Ita, Tim, Ilva. Come incentivare l'Italia dei capitali coraggiosi

Claudio Cerasa

La reputazione di un paese passa anche dai dossier industriali. E in attesa delle decisioni sulla compagnia telefonica e l'impianto di Taranto, Annunziata ci perdonerà se diremo che l’accordo Ita-Lufthansa è un punto a favore del governo

Nell’attesa che tutto vada male – e nell’attesa che il nostro paese finisca a scatafascio, come si dice, travolto da una “inevitabile recessione” che al momento si è però manifestata solo in Germania, da una “crisi occupazionale” che al momento però ha lasciato il posto a un boom di occupati e da un “imminente crollo della nostra economia” che al momento però può beneficiare di una crescita record tra i paesi dell’Ocse, la seconda migliore dopo il Canada, e da un livello di esportazioni altrettanto record, mai raggiunto nella storia recente del nostro paese – alcune cose che cominciano a funzionicchiare, in Italia, iniziano a intravedersi.
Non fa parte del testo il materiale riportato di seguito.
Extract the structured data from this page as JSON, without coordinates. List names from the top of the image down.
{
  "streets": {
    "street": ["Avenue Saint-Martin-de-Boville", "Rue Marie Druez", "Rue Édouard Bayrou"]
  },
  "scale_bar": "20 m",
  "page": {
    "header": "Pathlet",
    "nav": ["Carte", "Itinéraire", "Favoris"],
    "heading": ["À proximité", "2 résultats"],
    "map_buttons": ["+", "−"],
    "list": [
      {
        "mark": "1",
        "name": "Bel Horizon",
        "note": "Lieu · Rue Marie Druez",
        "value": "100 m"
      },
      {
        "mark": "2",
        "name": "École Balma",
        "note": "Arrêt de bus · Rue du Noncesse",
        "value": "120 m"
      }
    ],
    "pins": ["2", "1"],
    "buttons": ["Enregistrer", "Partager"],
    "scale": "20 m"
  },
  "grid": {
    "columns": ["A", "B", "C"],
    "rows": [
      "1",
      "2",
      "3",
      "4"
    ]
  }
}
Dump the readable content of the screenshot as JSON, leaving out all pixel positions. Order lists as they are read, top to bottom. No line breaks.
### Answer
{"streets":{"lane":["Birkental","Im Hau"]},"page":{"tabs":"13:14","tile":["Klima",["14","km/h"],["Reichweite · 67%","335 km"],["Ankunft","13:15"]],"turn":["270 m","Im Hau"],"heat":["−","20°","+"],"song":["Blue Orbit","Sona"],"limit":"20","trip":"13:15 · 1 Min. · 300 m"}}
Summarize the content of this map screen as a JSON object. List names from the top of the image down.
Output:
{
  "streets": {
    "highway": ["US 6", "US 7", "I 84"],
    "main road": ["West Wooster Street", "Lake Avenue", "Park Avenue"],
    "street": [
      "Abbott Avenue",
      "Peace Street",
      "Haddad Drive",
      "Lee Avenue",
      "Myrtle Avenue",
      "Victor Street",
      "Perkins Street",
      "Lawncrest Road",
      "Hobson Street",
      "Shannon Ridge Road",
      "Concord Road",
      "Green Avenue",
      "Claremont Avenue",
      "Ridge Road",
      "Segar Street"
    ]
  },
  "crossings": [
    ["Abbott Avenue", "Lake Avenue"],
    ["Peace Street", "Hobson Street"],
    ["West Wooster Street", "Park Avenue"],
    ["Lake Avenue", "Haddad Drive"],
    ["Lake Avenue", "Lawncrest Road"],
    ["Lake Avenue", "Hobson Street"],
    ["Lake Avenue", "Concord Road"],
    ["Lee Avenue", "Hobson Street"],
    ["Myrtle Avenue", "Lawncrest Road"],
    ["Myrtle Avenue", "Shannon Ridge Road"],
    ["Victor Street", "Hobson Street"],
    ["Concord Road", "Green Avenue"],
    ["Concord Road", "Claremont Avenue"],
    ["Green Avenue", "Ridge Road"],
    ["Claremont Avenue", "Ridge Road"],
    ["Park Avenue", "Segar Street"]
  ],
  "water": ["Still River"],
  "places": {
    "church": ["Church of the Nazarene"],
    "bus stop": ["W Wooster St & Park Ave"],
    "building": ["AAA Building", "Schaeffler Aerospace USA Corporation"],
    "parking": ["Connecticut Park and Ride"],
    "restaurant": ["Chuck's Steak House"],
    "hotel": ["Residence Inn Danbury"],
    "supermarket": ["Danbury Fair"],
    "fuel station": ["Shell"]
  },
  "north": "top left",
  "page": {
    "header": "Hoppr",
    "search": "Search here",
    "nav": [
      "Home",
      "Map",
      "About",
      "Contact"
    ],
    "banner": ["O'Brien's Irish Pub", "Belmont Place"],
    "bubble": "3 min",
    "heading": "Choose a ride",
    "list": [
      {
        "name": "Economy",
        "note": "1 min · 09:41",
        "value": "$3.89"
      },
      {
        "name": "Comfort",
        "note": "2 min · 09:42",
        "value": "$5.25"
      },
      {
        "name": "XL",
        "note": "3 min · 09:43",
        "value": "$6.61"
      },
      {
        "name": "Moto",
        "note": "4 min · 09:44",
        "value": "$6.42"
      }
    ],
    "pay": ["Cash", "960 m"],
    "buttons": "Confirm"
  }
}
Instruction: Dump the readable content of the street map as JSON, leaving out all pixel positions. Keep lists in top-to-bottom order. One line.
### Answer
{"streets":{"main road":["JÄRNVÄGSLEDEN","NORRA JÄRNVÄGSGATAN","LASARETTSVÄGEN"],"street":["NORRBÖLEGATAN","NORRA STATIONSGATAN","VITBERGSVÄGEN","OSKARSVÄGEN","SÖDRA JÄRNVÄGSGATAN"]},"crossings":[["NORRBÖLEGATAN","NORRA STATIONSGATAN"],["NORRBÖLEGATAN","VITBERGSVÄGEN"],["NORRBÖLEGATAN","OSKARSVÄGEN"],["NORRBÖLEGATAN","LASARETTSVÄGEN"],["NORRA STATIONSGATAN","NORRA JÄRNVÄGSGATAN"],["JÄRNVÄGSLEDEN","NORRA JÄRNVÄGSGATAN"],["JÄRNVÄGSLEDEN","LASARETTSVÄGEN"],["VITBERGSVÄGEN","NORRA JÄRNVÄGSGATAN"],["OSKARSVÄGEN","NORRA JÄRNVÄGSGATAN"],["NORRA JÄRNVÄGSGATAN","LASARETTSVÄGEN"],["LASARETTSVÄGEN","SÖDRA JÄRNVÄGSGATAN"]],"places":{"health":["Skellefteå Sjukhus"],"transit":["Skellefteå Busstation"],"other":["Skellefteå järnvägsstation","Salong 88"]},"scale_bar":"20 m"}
E tra queste, una molto importante da mettere a fuoco è quella che costituisce il tassello di un mosaico cruciale, intorno al quale nei prossimi mesi si andrà a misurare ulteriormente la reputazione dell’Italia. Il tema è ostico ma è decisivo. Ed è un tema facilmente intuibile se si scandiscono le tre lettere che hanno dominato la giornata economica di ieri: I-t-a. La notizia la conoscete già: il gruppo tedesco Lufthansa, ieri, non dando sorprendentemente peso alla grave notizia dell’addio di Lucia Annunziata alla Rai, desiderosa di denunciare le oscenità compiute da questo governo, è entrato ufficialmente nel capitale di Ita Airways, con una quota del 41 per cento, e con la possibilità, questa ancora da mettere nero su bianco, di arrivare fino al 90 per cento entro il 2025. Il governo Meloni, su questa partita, è riuscito laddove il governo Draghi aveva fatto cilecca – Draghi voleva vendere Ita a Lufthansa, il suo Mef affidò il dossier ad Air France, Meloni via Giorgetti ha tolto il dossier ad Air France e lo ha dato a Lufthansa – e per la prima volta nella storia recente della vecchia Alitalia si può dire che la partita della compagnia di bandiera (patrioti che vendono le nazionalissime bandiere: wow!) è finalmente definita, anche per merito di un governo che alle vecchie cordate di capitani coraggiosi ha per fortuna preferito le cordate dei capitali coraggiosi.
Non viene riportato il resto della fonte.